The most important changes between HTTP/1.0 and HTTP/1.1 are explained in the sections that follow.
When HTTP was invented at CERN, nobody could have predicted the popularity the Web would achieve. In 1995, on the Merit network, HTTP became the leading IP protocol by request volume, overtaking both FTP, and the combination of all the other TCP/UDP protocols, which includes SMTP (Mail). It is highly likely that these findings extrapolate well to the rest of the Internet. Therefore any improvements to HTTP will help ease the demand on network resources (file descriptors, buffers, control blocks, etc) along the transmission path.
Many proposals were discussed in forums such as the WWW-talk list. The features implemented in HTTP/1.1 that are directed towards making Internet usage more efficient are persistent connections, chunked encoding, byte ranges and caching. In addition, the non-IP virtual hosting feature will ease the demand on IP addresses.
With persistent connections it is necessary to delimit each transfer by using the Content-Length header so this is no longer optional. However there are some circumstances where the server cannot know the length of the data ahead of time; or the data is dynamically generated and the server cannot or does not wish to buffer the data to find the length; or the data is of unbounded length, for example, a stream of continuous data refreshing the display at regular intervals. In such cases, the server can use the new chunked encoding method. This method sends the response in pieces, each enclosed in a MIME [6] envelope.
Persistent connections have another advantage. Clients can take advantage of pipelining, that is, sending the next request immediately following the previous one without waiting for the reply to the previous request to completely arrive. The server is still required to service the requests in order. This saves round-trip times and TCP packets and is of great benefit over high-latency links. A more detailed discussion of persistent connections is in Section 3 of this paper.
Persistent connections are activated only when the client indicates that it can handle HTTP/1.1 replies by sending a HTTP/1.1 request.

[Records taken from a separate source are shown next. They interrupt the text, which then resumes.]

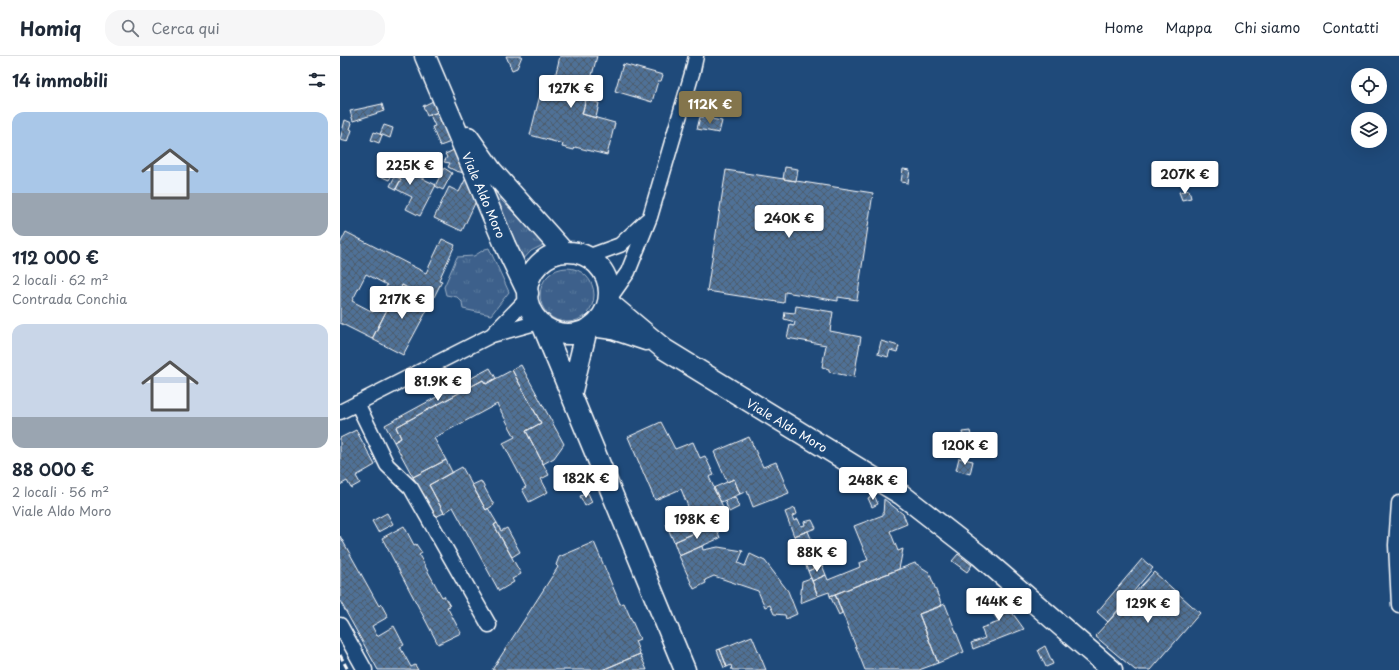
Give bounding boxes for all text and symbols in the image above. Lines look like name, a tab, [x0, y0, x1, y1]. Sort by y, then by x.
search box	[105, 10, 385, 46]
text: Homiq	[20, 14, 81, 42]
text: Cerca qui	[151, 16, 220, 39]
icon: search	[119, 17, 141, 39]
text: Home	[1105, 17, 1143, 38]
text: Mappa	[1165, 17, 1212, 38]
text: Chi siamo	[1234, 17, 1300, 38]
text: Contatti	[1322, 17, 1379, 38]
text: 14 immobili	[12, 67, 108, 93]
map controls	[1351, 68, 1387, 148]
button: locate	[1351, 68, 1387, 104]
icon: filters	[306, 69, 328, 91]
pin: 127K €	[538, 75, 604, 109]
text: 127K €	[548, 78, 594, 97]
pin: 112K €	[677, 91, 743, 125]
text: 112K €	[688, 94, 732, 113]
button: layers	[1351, 112, 1387, 148]
icon: home	[134, 138, 206, 210]
street label: Viale Aldo Moro	[458, 149, 510, 241]
pin: 225K €	[377, 152, 443, 186]
text: 225K €	[386, 155, 434, 174]
pin: 207K €	[1152, 161, 1218, 195]
text: 207K €	[1160, 164, 1210, 183]
pin: 240K €	[756, 205, 822, 239]
text: 240K €	[764, 208, 814, 227]
text: 112 000 €	[12, 244, 99, 270]
text: 2 locali · 62 m²	[12, 270, 109, 289]
pin: 217K €	[369, 286, 435, 320]
text: Contrada Conchia	[12, 289, 127, 308]
text: 217K €	[379, 289, 425, 308]
icon: home	[134, 350, 206, 422]
pin: 81.9K €	[401, 368, 475, 402]
text: 81.9K €	[414, 371, 462, 390]
street label: Viale Aldo Moro	[743, 394, 831, 456]
pin: 120K €	[932, 432, 998, 466]
text: 120K €	[942, 435, 988, 454]
text: 88 000 €	[12, 456, 94, 482]
pin: 182K €	[553, 465, 619, 499]
pin: 248K €	[840, 467, 906, 501]
text: 182K €	[562, 468, 610, 487]
text: 248K €	[848, 470, 898, 489]
text: 2 locali · 56 m²	[12, 482, 109, 501]
text: Viale Aldo Moro	[12, 501, 111, 520]
pin: 198K €	[664, 506, 730, 540]
text: 198K €	[674, 509, 720, 528]
pin: 88K €	[789, 539, 845, 573]
text: 88K €	[797, 542, 837, 561]
pin: 144K €	[966, 588, 1032, 622]
pin: 129K €	[1115, 590, 1181, 624]
text: 144K €	[975, 591, 1023, 610]
text: 129K €	[1126, 593, 1170, 612]

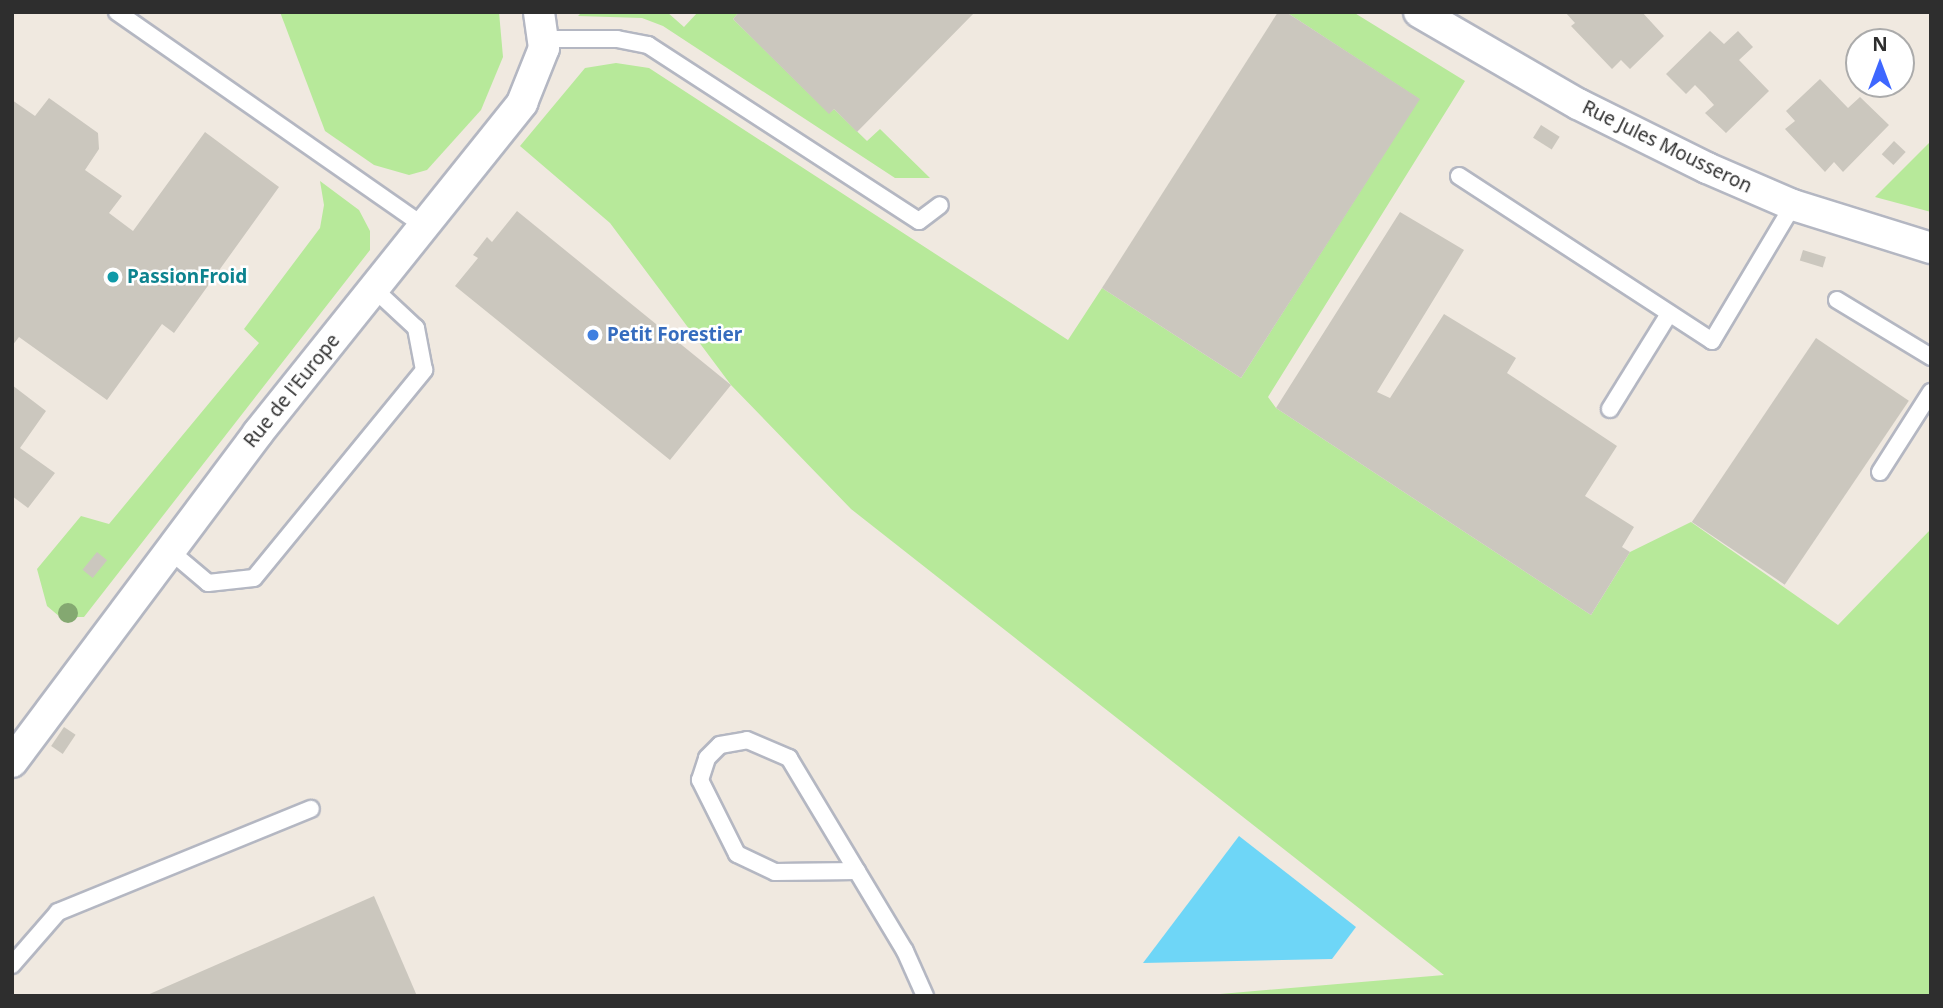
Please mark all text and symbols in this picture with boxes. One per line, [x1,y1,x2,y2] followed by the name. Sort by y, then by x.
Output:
[1845,28,1915,98] north arrow
[1872,31,1888,57] text: N
[1578,96,1756,198] street label: Rue Jules Mousseron
[127,266,247,288] place label: PassionFroid
[105,269,121,285] marker: PassionFroid
[607,324,742,346] place label: Petit Forestier
[585,327,601,343] marker: Petit Forestier
[239,330,345,452] street label: Rue de l'Europe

Probably the most common use will be for resuming interrupted transfers. However clients can use it in any way appropriate, such as transferring parts of structured documents. For example, a client might first request the description section of a word processing file, decide which pages are desired and request only those pages. Again this feature reduces unnecessary traffic.
In HTTP/1.0 the client only sends a partial URL and the host portion is implicit in the host that the client connects to. There is one exception, when requesting from a proxy, in which case the full URL is required. Virtual hosting could only be done by host aliasing, in which a host has more than one IP address bound to a given network interface. (Recall that IP addresses identify network interfaces, not hosts.) This allows the same hardware to run more than one Web server but at the cost of requiring more IP addresses. Even though IPv6 (IP version 6 protocols, with a 128 bit IP address space) is on the horizon, we need to be parsimonious with IPv4 addresses as IPv4 will continue to exist for many years more. In addition, host aliasing is not supported by all operating systems.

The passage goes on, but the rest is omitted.